## About this exercise
The records that follow need to be output exactly as they are.

## Material for this exercise
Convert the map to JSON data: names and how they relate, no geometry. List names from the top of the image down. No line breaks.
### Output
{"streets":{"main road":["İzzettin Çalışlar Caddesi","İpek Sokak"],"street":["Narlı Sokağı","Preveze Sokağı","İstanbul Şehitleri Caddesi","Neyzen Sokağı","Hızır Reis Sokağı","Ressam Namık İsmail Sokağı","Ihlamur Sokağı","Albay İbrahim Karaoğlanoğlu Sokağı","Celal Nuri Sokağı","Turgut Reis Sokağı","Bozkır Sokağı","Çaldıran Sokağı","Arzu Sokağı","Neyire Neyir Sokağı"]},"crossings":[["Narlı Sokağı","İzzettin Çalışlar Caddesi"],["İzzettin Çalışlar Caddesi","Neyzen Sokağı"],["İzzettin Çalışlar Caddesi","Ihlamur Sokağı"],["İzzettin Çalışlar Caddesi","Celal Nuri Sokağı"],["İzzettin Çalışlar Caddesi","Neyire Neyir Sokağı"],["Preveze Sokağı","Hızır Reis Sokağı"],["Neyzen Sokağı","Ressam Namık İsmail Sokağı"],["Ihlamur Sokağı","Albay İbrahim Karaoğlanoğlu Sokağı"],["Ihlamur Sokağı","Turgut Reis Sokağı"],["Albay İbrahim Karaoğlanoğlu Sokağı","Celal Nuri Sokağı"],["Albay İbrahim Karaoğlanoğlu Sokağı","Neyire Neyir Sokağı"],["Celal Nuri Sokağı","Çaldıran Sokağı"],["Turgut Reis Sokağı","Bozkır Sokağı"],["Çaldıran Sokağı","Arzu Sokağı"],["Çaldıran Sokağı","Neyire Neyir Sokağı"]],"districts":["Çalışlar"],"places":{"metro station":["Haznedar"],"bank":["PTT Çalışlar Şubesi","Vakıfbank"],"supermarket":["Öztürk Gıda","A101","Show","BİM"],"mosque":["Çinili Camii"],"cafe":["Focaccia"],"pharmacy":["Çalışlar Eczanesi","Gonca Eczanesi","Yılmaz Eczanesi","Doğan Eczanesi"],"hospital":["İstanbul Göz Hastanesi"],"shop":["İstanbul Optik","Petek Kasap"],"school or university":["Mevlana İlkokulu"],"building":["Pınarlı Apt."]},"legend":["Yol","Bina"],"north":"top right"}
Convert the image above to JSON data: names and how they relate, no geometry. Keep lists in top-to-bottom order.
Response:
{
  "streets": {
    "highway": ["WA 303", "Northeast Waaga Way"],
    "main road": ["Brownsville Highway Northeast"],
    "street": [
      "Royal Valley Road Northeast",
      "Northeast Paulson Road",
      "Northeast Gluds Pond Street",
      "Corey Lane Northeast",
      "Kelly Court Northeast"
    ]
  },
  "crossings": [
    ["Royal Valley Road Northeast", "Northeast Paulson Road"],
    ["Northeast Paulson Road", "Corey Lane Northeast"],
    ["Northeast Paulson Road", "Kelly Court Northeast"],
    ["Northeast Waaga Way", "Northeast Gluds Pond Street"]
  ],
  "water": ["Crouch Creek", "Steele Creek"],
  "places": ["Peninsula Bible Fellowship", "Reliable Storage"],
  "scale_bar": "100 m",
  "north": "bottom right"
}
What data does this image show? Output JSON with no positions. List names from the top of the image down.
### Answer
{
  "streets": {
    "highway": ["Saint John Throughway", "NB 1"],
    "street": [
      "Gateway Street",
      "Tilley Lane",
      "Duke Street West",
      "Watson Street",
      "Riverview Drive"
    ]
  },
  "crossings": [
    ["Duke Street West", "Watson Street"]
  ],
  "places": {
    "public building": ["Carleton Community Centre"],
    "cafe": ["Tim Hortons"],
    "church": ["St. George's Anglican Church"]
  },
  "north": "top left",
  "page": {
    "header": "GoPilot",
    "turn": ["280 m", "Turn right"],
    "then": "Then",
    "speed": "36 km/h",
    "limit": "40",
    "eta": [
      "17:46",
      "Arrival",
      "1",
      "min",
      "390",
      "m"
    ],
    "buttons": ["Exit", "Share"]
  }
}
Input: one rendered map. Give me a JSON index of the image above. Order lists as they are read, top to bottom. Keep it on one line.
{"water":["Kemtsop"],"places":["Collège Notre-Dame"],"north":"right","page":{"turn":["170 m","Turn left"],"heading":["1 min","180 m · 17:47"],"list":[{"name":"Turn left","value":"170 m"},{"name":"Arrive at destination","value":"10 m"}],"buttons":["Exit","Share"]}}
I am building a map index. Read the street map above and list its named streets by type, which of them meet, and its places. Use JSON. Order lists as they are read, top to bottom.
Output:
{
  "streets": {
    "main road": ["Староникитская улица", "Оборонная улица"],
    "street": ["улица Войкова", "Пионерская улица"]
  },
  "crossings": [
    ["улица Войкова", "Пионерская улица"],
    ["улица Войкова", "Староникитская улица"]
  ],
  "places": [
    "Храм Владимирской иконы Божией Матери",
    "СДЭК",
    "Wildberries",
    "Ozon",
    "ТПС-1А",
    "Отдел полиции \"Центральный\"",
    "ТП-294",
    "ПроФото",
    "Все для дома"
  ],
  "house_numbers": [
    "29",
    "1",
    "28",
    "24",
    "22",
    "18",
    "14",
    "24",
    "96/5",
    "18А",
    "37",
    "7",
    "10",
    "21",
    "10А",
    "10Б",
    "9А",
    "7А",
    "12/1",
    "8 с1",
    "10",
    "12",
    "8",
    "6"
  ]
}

## Output of the exercise
Convert the map to JSON data: names and how they relate, no geometry. List names from the top of the image down. No line breaks.
### Output
{"streets":{"main road":["İzzettin Çalışlar Caddesi","İpek Sokak"],"street":["Narlı Sokağı","Preveze Sokağı","İstanbul Şehitleri Caddesi","Neyzen Sokağı","Hızır Reis Sokağı","Ressam Namık İsmail Sokağı","Ihlamur Sokağı","Albay İbrahim Karaoğlanoğlu Sokağı","Celal Nuri Sokağı","Turgut Reis Sokağı","Bozkır Sokağı","Çaldıran Sokağı","Arzu Sokağı","Neyire Neyir Sokağı"]},"crossings":[["Narlı Sokağı","İzzettin Çalışlar Caddesi"],["İzzettin Çalışlar Caddesi","Neyzen Sokağı"],["İzzettin Çalışlar Caddesi","Ihlamur Sokağı"],["İzzettin Çalışlar Caddesi","Celal Nuri Sokağı"],["İzzettin Çalışlar Caddesi","Neyire Neyir Sokağı"],["Preveze Sokağı","Hızır Reis Sokağı"],["Neyzen Sokağı","Ressam Namık İsmail Sokağı"],["Ihlamur Sokağı","Albay İbrahim Karaoğlanoğlu Sokağı"],["Ihlamur Sokağı","Turgut Reis Sokağı"],["Albay İbrahim Karaoğlanoğlu Sokağı","Celal Nuri Sokağı"],["Albay İbrahim Karaoğlanoğlu Sokağı","Neyire Neyir Sokağı"],["Celal Nuri Sokağı","Çaldıran Sokağı"],["Turgut Reis Sokağı","Bozkır Sokağı"],["Çaldıran Sokağı","Arzu Sokağı"],["Çaldıran Sokağı","Neyire Neyir Sokağı"]],"districts":["Çalışlar"],"places":{"metro station":["Haznedar"],"bank":["PTT Çalışlar Şubesi","Vakıfbank"],"supermarket":["Öztürk Gıda","A101","Show","BİM"],"mosque":["Çinili Camii"],"cafe":["Focaccia"],"pharmacy":["Çalışlar Eczanesi","Gonca Eczanesi","Yılmaz Eczanesi","Doğan Eczanesi"],"hospital":["İstanbul Göz Hastanesi"],"shop":["İstanbul Optik","Petek Kasap"],"school or university":["Mevlana İlkokulu"],"building":["Pınarlı Apt."]},"legend":["Yol","Bina"],"north":"top right"}
Convert the image above to JSON data: names and how they relate, no geometry. Keep lists in top-to-bottom order.
Response:
{
  "streets": {
    "highway": ["WA 303", "Northeast Waaga Way"],
    "main road": ["Brownsville Highway Northeast"],
    "street": [
      "Royal Valley Road Northeast",
      "Northeast Paulson Road",
      "Northeast Gluds Pond Street",
      "Corey Lane Northeast",
      "Kelly Court Northeast"
    ]
  },
  "crossings": [
    ["Royal Valley Road Northeast", "Northeast Paulson Road"],
    ["Northeast Paulson Road", "Corey Lane Northeast"],
    ["Northeast Paulson Road", "Kelly Court Northeast"],
    ["Northeast Waaga Way", "Northeast Gluds Pond Street"]
  ],
  "water": ["Crouch Creek", "Steele Creek"],
  "places": ["Peninsula Bible Fellowship", "Reliable Storage"],
  "scale_bar": "100 m",
  "north": "bottom right"
}
What data does this image show? Output JSON with no positions. List names from the top of the image down.
### Answer
{
  "streets": {
    "highway": ["Saint John Throughway", "NB 1"],
    "street": [
      "Gateway Street",
      "Tilley Lane",
      "Duke Street West",
      "Watson Street",
      "Riverview Drive"
    ]
  },
  "crossings": [
    ["Duke Street West", "Watson Street"]
  ],
  "places": {
    "public building": ["Carleton Community Centre"],
    "cafe": ["Tim Hortons"],
    "church": ["St. George's Anglican Church"]
  },
  "north": "top left",
  "page": {
    "header": "GoPilot",
    "turn": ["280 m", "Turn right"],
    "then": "Then",
    "speed": "36 km/h",
    "limit": "40",
    "eta": [
      "17:46",
      "Arrival",
      "1",
      "min",
      "390",
      "m"
    ],
    "buttons": ["Exit", "Share"]
  }
}
Input: one rendered map. Give me a JSON index of the image above. Order lists as they are read, top to bottom. Keep it on one line.
{"water":["Kemtsop"],"places":["Collège Notre-Dame"],"north":"right","page":{"turn":["170 m","Turn left"],"heading":["1 min","180 m · 17:47"],"list":[{"name":"Turn left","value":"170 m"},{"name":"Arrive at destination","value":"10 m"}],"buttons":["Exit","Share"]}}
I am building a map index. Read the street map above and list its named streets by type, which of them meet, and its places. Use JSON. Order lists as they are read, top to bottom.
Output:
{
  "streets": {
    "main road": ["Староникитская улица", "Оборонная улица"],
    "street": ["улица Войкова", "Пионерская улица"]
  },
  "crossings": [
    ["улица Войкова", "Пионерская улица"],
    ["улица Войкова", "Староникитская улица"]
  ],
  "places": [
    "Храм Владимирской иконы Божией Матери",
    "СДЭК",
    "Wildberries",
    "Ozon",
    "ТПС-1А",
    "Отдел полиции \"Центральный\"",
    "ТП-294",
    "ПроФото",
    "Все для дома"
  ],
  "house_numbers": [
    "29",
    "1",
    "28",
    "24",
    "22",
    "18",
    "14",
    "24",
    "96/5",
    "18А",
    "37",
    "7",
    "10",
    "21",
    "10А",
    "10Б",
    "9А",
    "7А",
    "12/1",
    "8 с1",
    "10",
    "12",
    "8",
    "6"
  ]
}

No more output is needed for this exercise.